In a healthy economy, real interest rates are positive (TN > CPI). That is the way that the system rewards savers over spenders. Saving is the fundament of a capitalist system. Without saving, our modern economies would collapse.

But sometimes, real interest might become negative (TN < CPI). In this scenario, savers are giving money to the US government and losing money in the process. This is a sign of an unhealthy economy, you lend money to the government, and your money devaluates faster than the interest that money is giving you back.

This is the current situation in the world. Inflation (CPI) is much higher than the ten-year interest (TN), and people are encouraged to spend rather than to save. The more you save, the more money you leave behind due to inflation. But What about those that still want to save after all? They can invest in gold and gold equities. 

Why does gold protect against inflation?

For thousands of years, gold has been used as a form of money, from before the Roman empire until nowadays. Gold is associated with something valuable, a fact that even reflects in some languages. In Czech, for example, the word darling derives from the word gold.

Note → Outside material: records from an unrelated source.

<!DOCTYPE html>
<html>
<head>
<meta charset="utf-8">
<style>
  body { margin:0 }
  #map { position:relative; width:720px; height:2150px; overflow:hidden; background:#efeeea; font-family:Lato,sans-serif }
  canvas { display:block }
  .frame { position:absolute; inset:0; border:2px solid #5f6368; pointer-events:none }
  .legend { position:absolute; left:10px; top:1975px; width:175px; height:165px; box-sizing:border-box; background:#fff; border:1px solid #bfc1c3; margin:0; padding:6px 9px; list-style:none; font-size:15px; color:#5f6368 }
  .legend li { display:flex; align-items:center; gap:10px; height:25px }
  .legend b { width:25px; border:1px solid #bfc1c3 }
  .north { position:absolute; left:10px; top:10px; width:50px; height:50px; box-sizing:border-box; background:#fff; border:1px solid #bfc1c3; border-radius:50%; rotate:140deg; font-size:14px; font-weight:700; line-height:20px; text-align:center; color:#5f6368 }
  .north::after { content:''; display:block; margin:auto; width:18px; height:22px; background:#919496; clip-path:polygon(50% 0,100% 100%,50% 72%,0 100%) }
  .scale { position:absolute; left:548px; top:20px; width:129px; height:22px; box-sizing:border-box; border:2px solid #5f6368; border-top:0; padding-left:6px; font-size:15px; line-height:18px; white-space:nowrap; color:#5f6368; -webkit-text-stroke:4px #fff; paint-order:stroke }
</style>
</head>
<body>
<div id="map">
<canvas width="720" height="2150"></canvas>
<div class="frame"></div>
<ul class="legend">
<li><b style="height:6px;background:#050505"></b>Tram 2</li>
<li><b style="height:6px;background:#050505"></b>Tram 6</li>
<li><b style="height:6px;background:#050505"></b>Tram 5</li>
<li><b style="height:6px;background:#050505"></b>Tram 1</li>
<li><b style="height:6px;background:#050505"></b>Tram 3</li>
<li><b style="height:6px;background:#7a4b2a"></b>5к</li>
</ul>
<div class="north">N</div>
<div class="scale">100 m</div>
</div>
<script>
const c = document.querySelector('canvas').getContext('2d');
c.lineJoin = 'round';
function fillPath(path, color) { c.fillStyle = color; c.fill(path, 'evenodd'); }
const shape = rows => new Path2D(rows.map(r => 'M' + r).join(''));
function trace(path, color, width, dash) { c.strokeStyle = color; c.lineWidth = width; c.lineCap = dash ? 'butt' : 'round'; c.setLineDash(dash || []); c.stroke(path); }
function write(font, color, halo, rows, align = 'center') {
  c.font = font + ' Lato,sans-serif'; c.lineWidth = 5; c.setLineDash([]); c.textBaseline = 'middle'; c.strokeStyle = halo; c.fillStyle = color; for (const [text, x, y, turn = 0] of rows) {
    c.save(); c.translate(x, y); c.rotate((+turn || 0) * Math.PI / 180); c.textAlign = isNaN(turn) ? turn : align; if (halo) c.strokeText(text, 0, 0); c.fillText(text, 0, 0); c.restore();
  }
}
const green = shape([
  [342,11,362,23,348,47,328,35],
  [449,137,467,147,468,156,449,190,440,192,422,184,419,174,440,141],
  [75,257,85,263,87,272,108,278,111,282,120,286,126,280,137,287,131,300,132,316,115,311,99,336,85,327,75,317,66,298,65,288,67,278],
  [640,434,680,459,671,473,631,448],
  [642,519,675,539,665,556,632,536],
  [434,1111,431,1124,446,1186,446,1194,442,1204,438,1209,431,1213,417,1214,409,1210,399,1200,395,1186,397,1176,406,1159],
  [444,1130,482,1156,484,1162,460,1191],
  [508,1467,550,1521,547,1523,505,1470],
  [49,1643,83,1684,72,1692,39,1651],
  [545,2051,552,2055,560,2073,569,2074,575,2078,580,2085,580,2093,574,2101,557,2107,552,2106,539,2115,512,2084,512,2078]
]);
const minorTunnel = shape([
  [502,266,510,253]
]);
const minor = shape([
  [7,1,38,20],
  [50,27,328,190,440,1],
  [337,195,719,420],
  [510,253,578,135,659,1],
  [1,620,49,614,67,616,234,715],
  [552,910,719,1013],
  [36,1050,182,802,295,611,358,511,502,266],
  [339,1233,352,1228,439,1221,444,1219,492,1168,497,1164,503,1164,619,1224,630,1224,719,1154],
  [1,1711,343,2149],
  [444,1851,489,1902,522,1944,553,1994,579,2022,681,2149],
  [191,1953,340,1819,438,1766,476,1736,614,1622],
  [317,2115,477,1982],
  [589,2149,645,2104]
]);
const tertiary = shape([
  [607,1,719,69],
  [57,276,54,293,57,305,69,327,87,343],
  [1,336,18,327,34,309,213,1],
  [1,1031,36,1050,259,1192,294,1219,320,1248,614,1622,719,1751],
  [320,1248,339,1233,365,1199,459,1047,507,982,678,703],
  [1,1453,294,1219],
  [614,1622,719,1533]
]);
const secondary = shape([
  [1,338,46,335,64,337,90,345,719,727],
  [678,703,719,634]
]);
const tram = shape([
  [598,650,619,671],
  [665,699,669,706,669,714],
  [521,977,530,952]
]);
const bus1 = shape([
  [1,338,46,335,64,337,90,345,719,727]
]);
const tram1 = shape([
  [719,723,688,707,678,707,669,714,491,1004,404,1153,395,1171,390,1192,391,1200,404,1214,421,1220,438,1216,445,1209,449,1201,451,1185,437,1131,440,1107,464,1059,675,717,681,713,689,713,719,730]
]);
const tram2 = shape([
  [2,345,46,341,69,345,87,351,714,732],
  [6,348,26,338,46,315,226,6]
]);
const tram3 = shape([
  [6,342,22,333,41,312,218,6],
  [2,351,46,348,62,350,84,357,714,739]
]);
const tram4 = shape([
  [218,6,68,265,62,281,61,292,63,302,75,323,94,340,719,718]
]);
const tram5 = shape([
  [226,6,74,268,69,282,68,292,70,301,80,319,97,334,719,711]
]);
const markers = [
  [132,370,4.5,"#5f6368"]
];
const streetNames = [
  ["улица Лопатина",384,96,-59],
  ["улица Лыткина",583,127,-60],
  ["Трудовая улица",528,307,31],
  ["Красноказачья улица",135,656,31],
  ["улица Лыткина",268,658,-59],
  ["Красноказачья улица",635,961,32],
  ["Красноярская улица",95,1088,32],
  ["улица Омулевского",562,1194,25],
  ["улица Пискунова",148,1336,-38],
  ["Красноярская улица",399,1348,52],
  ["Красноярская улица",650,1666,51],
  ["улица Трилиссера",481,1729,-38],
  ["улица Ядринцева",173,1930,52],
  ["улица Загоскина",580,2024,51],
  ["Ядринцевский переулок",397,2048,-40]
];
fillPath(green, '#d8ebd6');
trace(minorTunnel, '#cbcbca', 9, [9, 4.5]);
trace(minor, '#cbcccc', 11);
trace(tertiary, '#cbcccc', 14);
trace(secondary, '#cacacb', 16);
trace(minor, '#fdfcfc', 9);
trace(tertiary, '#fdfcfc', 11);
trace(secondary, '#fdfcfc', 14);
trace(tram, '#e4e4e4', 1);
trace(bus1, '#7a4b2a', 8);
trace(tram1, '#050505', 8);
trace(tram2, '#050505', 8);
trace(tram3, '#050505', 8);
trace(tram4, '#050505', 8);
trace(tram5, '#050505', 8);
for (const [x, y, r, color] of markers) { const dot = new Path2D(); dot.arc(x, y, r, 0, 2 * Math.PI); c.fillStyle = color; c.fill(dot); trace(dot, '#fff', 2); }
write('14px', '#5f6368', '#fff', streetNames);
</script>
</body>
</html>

Gold has two cool characteristics. First, it is scarce; there is not so much gold around, which makes it valuable. And it is also so chemically stable that it is barely indestructible. All the gold mined through history is still with us. Like that Nokia 3210 that you could throw off the window and still play snake afterwards. Because of the scarcity and indestructibility, the gold supply cannot be inflated quickly, therefore keeping its value stable. Notice here that I said value and not price.

The opposite happens with currency. To print new money is very easy. Governments print money when they need to, which depreciates the currency value. It is like adding water to a wine barrel. You don’t have more wine; you just have a less valuable one. Gold, however, stores that value for you.

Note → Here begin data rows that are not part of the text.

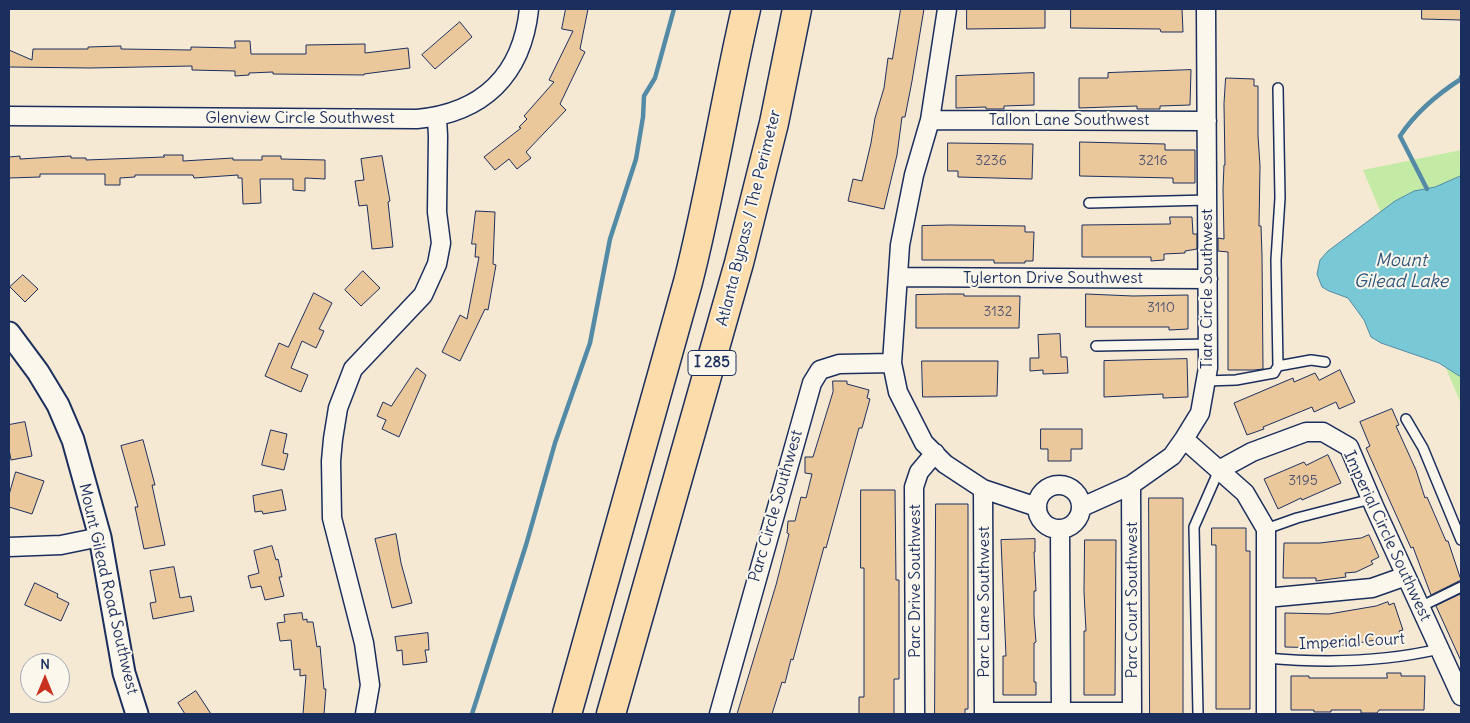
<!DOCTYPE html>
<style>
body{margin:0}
#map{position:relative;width:1470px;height:723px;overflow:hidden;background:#f6e9d4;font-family:Delius,sans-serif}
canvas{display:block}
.frame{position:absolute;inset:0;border:10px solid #1b2f5e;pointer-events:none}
.north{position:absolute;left:20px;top:653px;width:50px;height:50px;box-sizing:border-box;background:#fbf7ec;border:1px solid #a1a7b3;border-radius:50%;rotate:0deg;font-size:14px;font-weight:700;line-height:20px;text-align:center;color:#1b2f5e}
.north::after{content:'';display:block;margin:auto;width:18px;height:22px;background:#c8321e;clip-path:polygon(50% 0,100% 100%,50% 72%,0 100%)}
</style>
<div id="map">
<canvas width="1470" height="723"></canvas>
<div class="frame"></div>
<div class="north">N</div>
</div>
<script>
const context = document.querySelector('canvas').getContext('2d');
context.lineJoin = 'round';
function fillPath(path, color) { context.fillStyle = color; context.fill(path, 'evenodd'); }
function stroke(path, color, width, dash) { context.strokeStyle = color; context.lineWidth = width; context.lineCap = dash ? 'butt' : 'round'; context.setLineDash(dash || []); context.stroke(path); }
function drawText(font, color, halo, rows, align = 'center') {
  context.font = font + ' Delius,sans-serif'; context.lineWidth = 4; context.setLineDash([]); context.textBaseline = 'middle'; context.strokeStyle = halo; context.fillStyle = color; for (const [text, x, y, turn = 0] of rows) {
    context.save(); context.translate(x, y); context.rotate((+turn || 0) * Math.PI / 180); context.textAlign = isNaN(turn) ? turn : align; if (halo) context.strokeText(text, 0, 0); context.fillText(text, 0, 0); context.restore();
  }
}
fillPath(new Path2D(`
 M1461 150V404L1363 170Z`), '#c4eba6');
const water = new Path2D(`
 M1461 176V377L1439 363 1381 343 1371 337 1364 320 1348 298 1329 291 1322 287 1317 274 1320 260 1328 251 1395 201 1414 191 1435 187Z`);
fillPath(water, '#79c8d6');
stroke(water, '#538ba6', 1);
stroke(new Path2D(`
 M1427 189 1400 136C1416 112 1436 95 1461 79V77
 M472 714 526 545 555 443 590 343 610 239 636 159 643 117 644 96 655 78 674 9`), '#538ba6', 4.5);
const building = new Path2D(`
 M566 9H588L580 49 585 52 560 104 566 110 526 152 531 158 517 169 509 159 495 170 484 157 521 128 519 127 527 119 524 116 554 82 549 80 573 31 562 29Z
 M901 9H924L912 81 905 117H902L897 155 884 209 848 201 853 179 862 181 871 143 875 118 884 88 888 58 892 59Z
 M967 9H1045V28L967 29Z
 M1071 9H1182L1183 32H1161L1160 29 1071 28Z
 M1422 9H1461V20L1422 19Z
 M460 22 472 37 435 69 422 55Z
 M235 41H250L251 54H306V45L365 44V53L408 48 410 68 364 74V75L273 74V72L249 73V75L235 76V71L192 70V66L90 68 9 67V50L32 60 33 49H88V47L121 46V49L191 50V47L235 48Z
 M1191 70 1190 105 1160 106V109H1137V106L1079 108V78H1108V73Z
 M1034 73V105L1004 106V109H986V107L956 108V76Z
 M1226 78 1254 79V86H1258V136L1260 166 1259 226H1261L1262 256 1263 369 1254 370H1228V252L1218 251V238L1224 239 1223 189 1224 165H1225L1224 104Z
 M1080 142 1165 144V150H1195V183H1173V178L1080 176Z
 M948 143 1033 144 1032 179 958 177V171H948Z
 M164 155H183V161L233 158V160H262V156H281V159L325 160V179L305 178V191L293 190V179H260L261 203 243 204 242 178H238V175L194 178 193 175H135V177L120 178V185H105V174H40V177L9 178V157L20 156V159L71 156V158H86V160L164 157Z
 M382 156 390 201 388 202 393 247 372 249 367 205 359 206 355 181 364 180 361 159Z
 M476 211 495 212 493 264 496 265 488 310 485 309 460 361 442 352 460 315 467 319 479 257H475L476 244H472Z
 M1170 217H1192L1193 234H1197V249L1185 251V253L1164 254V260L1151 261V257H1082V225L1170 224Z
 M950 225 1025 226V232H1034L1033 261H1025V263H994V260H922V226Z
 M363 271 380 288 361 306 345 290Z
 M23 275 38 289 25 302 10 287Z
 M314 293 332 303 319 329 324 331 316 348 302 341 291 368 308 375 301 392 265 376 279 343 288 347Z
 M945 294H964V296H1020L1019 328H916V295Z
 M1086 294 1133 296 1188 295V329L1169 330V327H1086Z
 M1060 334 1061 357H1067L1068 373 1043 374V370L1030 371V358H1039L1038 335Z
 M1187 359 1188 397 1163 398V394L1104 397V361Z
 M922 361H998L997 396 923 397Z
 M417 368 426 375 399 437 382 429 386 420 377 416 383 402 391 406Z
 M1340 370 1355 402 1339 409 1336 402 1314 412 1312 407 1263 427 1264 429 1247 435 1234 403 1293 378 1294 382 1315 373 1319 380Z
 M833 381H847V384L869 390 867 398 870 399 862 428H859L826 548 824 547 793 660 791 659 785 683 782 682 772 714H737L776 585 789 534 787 533 788 521H795L801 497 806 498 812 474 805 473V457H813L833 392Z
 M1392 409 1399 425 1396 426 1416 470 1425 498 1427 497 1446 541H1448L1461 580 1431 595 1413 547 1411 548 1366 448 1370 446 1360 422Z
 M25 422 32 456 11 460 9 449V425Z
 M1041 429H1082V449H1071V461H1048V449H1041Z
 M271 430 287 434 283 453 288 454 284 470 262 465Z
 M143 440 155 485H152L165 545 144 549 135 507H138L121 446Z
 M1328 455 1341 483 1302 500 1301 498 1278 509 1264 479 1304 462 1306 465Z
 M16 472 44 481 32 514 9 507V495Z
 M282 490 286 510 263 514 262 511 255 512 253 496Z
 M861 490H895L896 580H899V679H894V714H859V697H864V568H861Z
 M1149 498H1183V714H1150Z
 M936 504H968V709H965V714H935Z
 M1212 528H1246V551H1250V709H1216V545H1212Z
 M396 534 401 563 412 603 392 608 375 539Z
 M1369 535 1379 557 1371 561 1373 564 1356 572 1345 573 1346 577 1316 581V578H1283L1284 543H1320L1361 538Z
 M1035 539V552H1034L1036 591H1034V616L1036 642 1034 643V682H1036V695H1003V656H1006L1001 540Z
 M1085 540H1116L1115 695H1084V631H1086L1084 592Z
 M272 546 276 560 278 559 282 577H279L284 596 265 600 261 586 251 588 248 576 259 573 254 551Z
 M174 567 180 598 191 596 194 611 153 619 150 603 156 602 150 571Z
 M35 583 58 594 57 597 69 603 61 621 25 605Z
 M1461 594V661L1436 606Z
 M1388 602 1389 605 1394 603 1403 630 1399 631 1401 635 1389 640 1388 638 1327 648 1285 647V613L1329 614 1376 606Z
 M302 613 303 620 307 619V622H313L317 647 320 646 324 689H326L324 714H303L306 675 300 676V669L294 670 291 640 280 641 277 623 285 622 284 615Z
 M428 633 429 650H425L427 662 403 665 402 650 397 651 395 637Z
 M1387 673H1401V676H1425L1424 710H1379L1377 713H1361V710H1331V712H1314V710H1291V676H1309V678H1387Z
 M196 691 211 714H185L178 703Z`);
fillPath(building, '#ebc89c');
stroke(building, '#1b2f5e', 1);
const service = new Path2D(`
 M1089 203 1208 200
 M1096 346 1208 344
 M1278 366 1311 360 1325 362
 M1206 381 1236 380 1274 373 1278 366 1276 260 1280 198 1278 88
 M1406 419 1423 448 1461 540
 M1266 529 1297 518 1371 499
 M1420 607 1461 587
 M1266 658C1322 663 1384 662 1439 649
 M1198 714 1194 527 1219 470`);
const minor = new Path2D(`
 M947 9 930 120 914 175 900 245 892 363 898 392 924 443 945 464 983 489 1037 507
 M9 116 417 119C483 113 522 75 529 9
 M930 120 1207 121
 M898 277 1208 279
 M1184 439 1245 493 1266 529V714
 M1219 470 1252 452 1306 432H1323L1349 447 1374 506 1461 696
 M1037 507a22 22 0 1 1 44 0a22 22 0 1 1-44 0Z
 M1131 485 1132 714
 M983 489 984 714
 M1082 507 1131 485 1172 456 1184 439 1200 413 1208 368 1206 9
 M1060 530 1061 714
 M9 547 61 545 100 537
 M1266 598 1372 588 1406 576
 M984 712H1132
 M365 714 370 685 364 643 332 518 331 461 333 439 338 408 353 369 423 295 437 264 441 243 437 212 438 136 437 118
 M719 714 812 383 820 370 839 364 892 363
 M915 714 914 487 919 472 935 453`);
const tertiary = new Path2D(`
 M9 333 38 372 58 405 73 440 100 537 124 673 137 714`);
const motorway = new Path2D(`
 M567 714 688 282C711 192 725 100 746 9
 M611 714 739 263 774 123 797 9`);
stroke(service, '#1b2f5e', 12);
stroke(minor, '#1b2f5e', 21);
stroke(tertiary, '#1b2f5e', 25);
stroke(motorway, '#1b2f5e', 31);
stroke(service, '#fbf7ec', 9);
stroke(minor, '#fbf7ec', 18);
stroke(tertiary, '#fbf7ec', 21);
stroke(motorway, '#fddcac', 28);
drawText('14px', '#4f556e', null, [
 ["3236",991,161],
 ["3216",1153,161],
 ["3110",1161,308],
 ["3132",998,312],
 ["3195",1303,481]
]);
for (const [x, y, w] of [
 [712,363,48]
]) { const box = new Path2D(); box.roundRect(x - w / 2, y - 12.5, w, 25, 4); context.fillStyle = '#fbf7ec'; context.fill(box); stroke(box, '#1b2f5e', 1); }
drawText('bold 15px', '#1b2f5e', null, [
 ["I 285",712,363]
]);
drawText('16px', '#1b2f5e', '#fbf7ec', [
 ["Glenview Circle Southwest",300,118],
 ["Tallon Lane Southwest",1069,120],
 ["Atlanta Bypass / The Perimeter",749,218,-76],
 ["Tylerton Drive Southwest",1053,278],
 ["Tiara Circle Southwest",1207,289,-90],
 ["Parc Circle Southwest",776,506,-74],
 ["Imperial Circle Southwest",1387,536,65],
 ["Parc Drive Southwest",915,581,-90],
 ["Mount Gilead Road Southwest",108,589,77],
 ["Parc Court Southwest",1132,600,-90],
 ["Parc Lane Southwest",984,602,-90],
 ["Imperial Court",1352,642,-3]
]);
drawText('italic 18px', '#32557c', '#fbf7ec', [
 ["Mount",1401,261],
 ["Gilead Lake",1401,282]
]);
</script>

Below you can see when the Real interest rates (blue line) cross to negative ground, Gold (orange line) raises in price.

Real Interest Rates (blue) vs Gold (orange) in 70s
Real Interest Rates (blue) vs Gold (orange) in 2000s

Today’s economic landscape.

As a reaction to Covid, all countries around the world have sent their debt over the roof. The US currently has a 133% debt to GDP. As a consequence, inflation is going over the roof too. The way to tackle this would be to raise interest rates above the inflation rate. But if they would do so, the cost of paying their debt would skyrocket. The interest of their bond would rise, and they would end up bankrupt.

The opposite situation would be to let inflation run freely or raise interest rates a little bit to save face. Leaving Real interest rates in negative territory. This would be good for gold, as we explained.

So, in the end, we should consider what is more probable: the US government raising rates above the inflation rate, crashing their economy, and filing for bankruptcy. Or the US raising rates a bit, and sticking with high inflation.

In conclusion, in today’s world, the problem with inflation cannot be solved, and eventually, that will force the market to turn into gold and gold equities. This is why part of my public stock portfolio is allocated to Gold mining stocks. If I believe the price of gold is going to rise, I believe too that the price of mining stock will rise as well, giving me back a return that at least, will make up for inflation.

This is not investment advice but an idea that can get you started on your own research. And in the end, if this resonates with you, take action. You can listen to the following channels and investors on Youtube: Rick Rule, Lobo Tigre, Alasdair Macleod, Resources talks, Palisades gold Radio, and ABC bullion.